INSTRUCTIONS FOR THE TASK:
Below are some records. Return exactly the lines from the one with "M1271,788l16,2 5,8 -3,16 -15,-3 -6,-7z" to the one with "M1085,950l40,-26 46,-9", and nothing else.

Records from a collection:
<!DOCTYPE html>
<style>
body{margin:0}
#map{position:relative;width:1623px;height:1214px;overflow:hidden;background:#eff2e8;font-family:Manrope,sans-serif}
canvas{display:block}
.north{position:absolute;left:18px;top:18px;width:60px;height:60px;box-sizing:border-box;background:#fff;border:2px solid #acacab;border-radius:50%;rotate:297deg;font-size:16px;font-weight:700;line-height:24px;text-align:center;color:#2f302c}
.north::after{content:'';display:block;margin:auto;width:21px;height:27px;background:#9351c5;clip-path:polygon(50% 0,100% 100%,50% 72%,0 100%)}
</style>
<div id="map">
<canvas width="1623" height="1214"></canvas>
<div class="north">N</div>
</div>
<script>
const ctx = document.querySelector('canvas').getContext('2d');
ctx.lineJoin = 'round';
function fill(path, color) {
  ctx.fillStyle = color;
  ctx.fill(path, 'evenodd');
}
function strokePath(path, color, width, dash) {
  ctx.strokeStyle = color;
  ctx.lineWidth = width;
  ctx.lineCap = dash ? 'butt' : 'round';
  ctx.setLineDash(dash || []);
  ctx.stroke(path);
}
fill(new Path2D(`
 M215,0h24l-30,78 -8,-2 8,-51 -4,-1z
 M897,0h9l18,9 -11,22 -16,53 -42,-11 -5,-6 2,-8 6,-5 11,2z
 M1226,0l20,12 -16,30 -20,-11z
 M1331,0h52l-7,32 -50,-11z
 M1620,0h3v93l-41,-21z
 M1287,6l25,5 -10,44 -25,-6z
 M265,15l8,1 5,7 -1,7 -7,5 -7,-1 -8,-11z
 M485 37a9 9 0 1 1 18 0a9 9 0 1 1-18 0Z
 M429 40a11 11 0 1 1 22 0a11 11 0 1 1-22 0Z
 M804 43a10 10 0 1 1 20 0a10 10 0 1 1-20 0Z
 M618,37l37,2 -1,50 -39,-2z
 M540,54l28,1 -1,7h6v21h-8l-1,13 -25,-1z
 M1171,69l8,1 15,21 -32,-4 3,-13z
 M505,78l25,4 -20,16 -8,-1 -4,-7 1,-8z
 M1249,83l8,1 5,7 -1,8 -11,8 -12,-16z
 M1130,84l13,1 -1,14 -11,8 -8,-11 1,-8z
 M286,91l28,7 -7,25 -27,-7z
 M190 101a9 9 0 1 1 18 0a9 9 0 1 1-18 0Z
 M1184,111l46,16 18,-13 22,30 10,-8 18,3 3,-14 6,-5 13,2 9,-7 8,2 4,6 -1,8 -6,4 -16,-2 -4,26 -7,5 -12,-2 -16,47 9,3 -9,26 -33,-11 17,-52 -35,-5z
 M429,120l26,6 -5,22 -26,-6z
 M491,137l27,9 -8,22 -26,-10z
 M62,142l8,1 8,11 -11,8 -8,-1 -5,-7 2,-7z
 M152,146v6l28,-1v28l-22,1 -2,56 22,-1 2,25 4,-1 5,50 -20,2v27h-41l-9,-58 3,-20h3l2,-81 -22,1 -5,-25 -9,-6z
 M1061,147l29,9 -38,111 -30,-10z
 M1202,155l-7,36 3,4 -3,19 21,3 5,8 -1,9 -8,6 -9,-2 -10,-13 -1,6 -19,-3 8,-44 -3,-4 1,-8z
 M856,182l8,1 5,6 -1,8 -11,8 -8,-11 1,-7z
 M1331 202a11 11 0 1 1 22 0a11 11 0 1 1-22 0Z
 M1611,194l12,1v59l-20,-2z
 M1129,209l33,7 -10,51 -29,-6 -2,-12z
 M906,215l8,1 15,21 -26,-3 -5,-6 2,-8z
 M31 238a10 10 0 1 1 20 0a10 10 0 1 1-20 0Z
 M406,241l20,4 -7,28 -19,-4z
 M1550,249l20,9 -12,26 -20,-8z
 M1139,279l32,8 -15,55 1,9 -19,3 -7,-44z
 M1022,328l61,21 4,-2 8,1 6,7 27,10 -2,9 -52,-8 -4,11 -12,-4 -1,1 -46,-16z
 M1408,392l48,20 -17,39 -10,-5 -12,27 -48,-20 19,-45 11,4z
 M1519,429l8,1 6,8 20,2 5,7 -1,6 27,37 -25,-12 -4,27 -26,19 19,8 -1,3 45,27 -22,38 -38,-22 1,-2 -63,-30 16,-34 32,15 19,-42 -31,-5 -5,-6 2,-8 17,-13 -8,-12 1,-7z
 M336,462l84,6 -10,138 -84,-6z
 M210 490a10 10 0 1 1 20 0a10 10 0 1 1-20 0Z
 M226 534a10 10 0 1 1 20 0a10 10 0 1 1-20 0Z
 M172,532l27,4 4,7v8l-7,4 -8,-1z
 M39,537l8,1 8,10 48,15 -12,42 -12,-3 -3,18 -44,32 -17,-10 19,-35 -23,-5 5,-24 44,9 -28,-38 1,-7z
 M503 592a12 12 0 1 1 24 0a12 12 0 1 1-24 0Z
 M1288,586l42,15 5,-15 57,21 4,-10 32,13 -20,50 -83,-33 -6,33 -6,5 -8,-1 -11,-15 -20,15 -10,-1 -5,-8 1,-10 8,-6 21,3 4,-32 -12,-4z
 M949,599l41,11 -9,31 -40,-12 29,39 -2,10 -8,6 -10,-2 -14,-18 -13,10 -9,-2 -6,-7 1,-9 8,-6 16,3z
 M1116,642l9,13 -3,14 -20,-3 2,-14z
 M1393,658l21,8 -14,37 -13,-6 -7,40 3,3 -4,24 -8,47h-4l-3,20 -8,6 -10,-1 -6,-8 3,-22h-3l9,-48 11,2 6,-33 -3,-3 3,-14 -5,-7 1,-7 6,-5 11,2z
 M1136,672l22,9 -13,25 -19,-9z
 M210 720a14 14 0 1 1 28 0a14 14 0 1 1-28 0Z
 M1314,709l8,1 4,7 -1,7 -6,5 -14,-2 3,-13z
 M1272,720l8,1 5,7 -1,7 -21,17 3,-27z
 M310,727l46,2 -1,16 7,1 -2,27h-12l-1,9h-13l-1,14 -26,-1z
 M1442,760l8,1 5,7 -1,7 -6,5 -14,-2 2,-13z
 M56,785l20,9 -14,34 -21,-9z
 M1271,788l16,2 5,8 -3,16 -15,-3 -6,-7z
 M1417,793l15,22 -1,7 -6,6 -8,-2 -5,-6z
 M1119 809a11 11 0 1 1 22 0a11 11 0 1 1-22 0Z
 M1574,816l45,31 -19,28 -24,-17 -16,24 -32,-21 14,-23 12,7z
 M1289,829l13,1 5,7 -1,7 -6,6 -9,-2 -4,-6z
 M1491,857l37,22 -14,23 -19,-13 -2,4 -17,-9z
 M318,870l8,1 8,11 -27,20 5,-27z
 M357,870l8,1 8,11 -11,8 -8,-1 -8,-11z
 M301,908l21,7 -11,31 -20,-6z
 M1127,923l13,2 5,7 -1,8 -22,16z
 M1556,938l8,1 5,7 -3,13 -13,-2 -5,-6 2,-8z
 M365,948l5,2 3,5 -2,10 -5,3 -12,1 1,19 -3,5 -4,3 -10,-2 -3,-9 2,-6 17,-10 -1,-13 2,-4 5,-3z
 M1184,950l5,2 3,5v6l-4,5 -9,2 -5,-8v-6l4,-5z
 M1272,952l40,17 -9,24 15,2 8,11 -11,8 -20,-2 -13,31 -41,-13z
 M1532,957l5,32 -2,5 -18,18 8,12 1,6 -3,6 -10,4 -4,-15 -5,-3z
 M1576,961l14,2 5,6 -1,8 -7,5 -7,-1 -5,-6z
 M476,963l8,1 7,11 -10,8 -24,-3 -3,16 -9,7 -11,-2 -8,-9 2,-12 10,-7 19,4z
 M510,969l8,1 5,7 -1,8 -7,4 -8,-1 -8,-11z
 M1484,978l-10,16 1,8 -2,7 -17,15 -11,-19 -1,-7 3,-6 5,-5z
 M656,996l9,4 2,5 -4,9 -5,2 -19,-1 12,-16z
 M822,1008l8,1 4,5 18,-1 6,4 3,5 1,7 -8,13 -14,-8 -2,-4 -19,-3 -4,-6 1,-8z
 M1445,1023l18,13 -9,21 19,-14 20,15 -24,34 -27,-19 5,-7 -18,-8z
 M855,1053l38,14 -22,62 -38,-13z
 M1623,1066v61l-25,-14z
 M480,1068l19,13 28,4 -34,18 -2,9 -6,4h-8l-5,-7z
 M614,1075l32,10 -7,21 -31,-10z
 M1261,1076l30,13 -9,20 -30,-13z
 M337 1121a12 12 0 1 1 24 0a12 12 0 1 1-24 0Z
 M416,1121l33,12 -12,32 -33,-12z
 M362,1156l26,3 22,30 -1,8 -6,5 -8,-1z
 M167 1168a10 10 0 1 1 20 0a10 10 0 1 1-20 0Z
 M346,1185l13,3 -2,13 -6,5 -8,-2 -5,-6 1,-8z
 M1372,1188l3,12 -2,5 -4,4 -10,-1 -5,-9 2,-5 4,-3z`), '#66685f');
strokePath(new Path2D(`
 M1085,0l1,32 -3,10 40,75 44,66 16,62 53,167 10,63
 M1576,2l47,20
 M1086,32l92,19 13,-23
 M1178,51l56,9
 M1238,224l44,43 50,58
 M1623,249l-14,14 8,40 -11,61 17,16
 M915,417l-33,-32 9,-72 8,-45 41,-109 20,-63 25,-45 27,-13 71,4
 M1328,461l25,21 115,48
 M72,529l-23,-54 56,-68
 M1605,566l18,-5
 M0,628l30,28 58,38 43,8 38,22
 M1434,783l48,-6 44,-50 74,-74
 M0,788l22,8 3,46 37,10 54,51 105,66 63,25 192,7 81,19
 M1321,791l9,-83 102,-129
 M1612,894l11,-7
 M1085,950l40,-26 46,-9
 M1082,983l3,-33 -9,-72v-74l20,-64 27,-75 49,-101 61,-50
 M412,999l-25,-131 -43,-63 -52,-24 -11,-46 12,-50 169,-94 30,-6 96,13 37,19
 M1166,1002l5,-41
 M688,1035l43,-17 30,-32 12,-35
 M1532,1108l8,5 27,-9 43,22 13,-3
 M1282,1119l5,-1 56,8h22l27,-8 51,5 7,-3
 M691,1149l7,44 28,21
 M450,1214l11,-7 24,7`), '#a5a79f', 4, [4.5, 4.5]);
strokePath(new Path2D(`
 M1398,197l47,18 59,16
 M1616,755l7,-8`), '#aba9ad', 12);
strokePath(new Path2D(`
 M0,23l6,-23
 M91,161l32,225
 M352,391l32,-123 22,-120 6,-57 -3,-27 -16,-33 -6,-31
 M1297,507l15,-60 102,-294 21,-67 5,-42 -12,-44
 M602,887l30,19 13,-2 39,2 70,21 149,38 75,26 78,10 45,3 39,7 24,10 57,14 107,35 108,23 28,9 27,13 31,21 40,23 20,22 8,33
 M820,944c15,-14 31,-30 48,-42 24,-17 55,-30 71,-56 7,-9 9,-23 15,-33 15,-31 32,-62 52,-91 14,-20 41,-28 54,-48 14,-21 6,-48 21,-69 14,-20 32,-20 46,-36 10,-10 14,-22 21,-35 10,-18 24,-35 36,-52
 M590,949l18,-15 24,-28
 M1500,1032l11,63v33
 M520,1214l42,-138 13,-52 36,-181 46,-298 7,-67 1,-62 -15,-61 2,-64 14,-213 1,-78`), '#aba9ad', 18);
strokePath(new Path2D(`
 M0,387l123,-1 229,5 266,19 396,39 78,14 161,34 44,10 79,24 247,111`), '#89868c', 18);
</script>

ANSWER SECTION:
 M1271,788l16,2 5,8 -3,16 -15,-3 -6,-7z
 M1417,793l15,22 -1,7 -6,6 -8,-2 -5,-6z
 M1119 809a11 11 0 1 1 22 0a11 11 0 1 1-22 0Z
 M1574,816l45,31 -19,28 -24,-17 -16,24 -32,-21 14,-23 12,7z
 M1289,829l13,1 5,7 -1,7 -6,6 -9,-2 -4,-6z
 M1491,857l37,22 -14,23 -19,-13 -2,4 -17,-9z
 M318,870l8,1 8,11 -27,20 5,-27z
 M357,870l8,1 8,11 -11,8 -8,-1 -8,-11z
 M301,908l21,7 -11,31 -20,-6z
 M1127,923l13,2 5,7 -1,8 -22,16z
 M1556,938l8,1 5,7 -3,13 -13,-2 -5,-6 2,-8z
 M365,948l5,2 3,5 -2,10 -5,3 -12,1 1,19 -3,5 -4,3 -10,-2 -3,-9 2,-6 17,-10 -1,-13 2,-4 5,-3z
 M1184,950l5,2 3,5v6l-4,5 -9,2 -5,-8v-6l4,-5z
 M1272,952l40,17 -9,24 15,2 8,11 -11,8 -20,-2 -13,31 -41,-13z
 M1532,957l5,32 -2,5 -18,18 8,12 1,6 -3,6 -10,4 -4,-15 -5,-3z
 M1576,961l14,2 5,6 -1,8 -7,5 -7,-1 -5,-6z
 M476,963l8,1 7,11 -10,8 -24,-3 -3,16 -9,7 -11,-2 -8,-9 2,-12 10,-7 19,4z
 M510,969l8,1 5,7 -1,8 -7,4 -8,-1 -8,-11z
 M1484,978l-10,16 1,8 -2,7 -17,15 -11,-19 -1,-7 3,-6 5,-5z
 M656,996l9,4 2,5 -4,9 -5,2 -19,-1 12,-16z
 M822,1008l8,1 4,5 18,-1 6,4 3,5 1,7 -8,13 -14,-8 -2,-4 -19,-3 -4,-6 1,-8z
 M1445,1023l18,13 -9,21 19,-14 20,15 -24,34 -27,-19 5,-7 -18,-8z
 M855,1053l38,14 -22,62 -38,-13z
 M1623,1066v61l-25,-14z
 M480,1068l19,13 28,4 -34,18 -2,9 -6,4h-8l-5,-7z
 M614,1075l32,10 -7,21 -31,-10z
 M1261,1076l30,13 -9,20 -30,-13z
 M337 1121a12 12 0 1 1 24 0a12 12 0 1 1-24 0Z
 M416,1121l33,12 -12,32 -33,-12z
 M362,1156l26,3 22,30 -1,8 -6,5 -8,-1z
 M167 1168a10 10 0 1 1 20 0a10 10 0 1 1-20 0Z
 M346,1185l13,3 -2,13 -6,5 -8,-2 -5,-6 1,-8z
 M1372,1188l3,12 -2,5 -4,4 -10,-1 -5,-9 2,-5 4,-3z`), '#66685f');
strokePath(new Path2D(`
 M1085,0l1,32 -3,10 40,75 44,66 16,62 53,167 10,63
 M1576,2l47,20
 M1086,32l92,19 13,-23
 M1178,51l56,9
 M1238,224l44,43 50,58
 M1623,249l-14,14 8,40 -11,61 17,16
 M915,417l-33,-32 9,-72 8,-45 41,-109 20,-63 25,-45 27,-13 71,4
 M1328,461l25,21 115,48
 M72,529l-23,-54 56,-68
 M1605,566l18,-5
 M0,628l30,28 58,38 43,8 38,22
 M1434,783l48,-6 44,-50 74,-74
 M0,788l22,8 3,46 37,10 54,51 105,66 63,25 192,7 81,19
 M1321,791l9,-83 102,-129
 M1612,894l11,-7
 M1085,950l40,-26 46,-9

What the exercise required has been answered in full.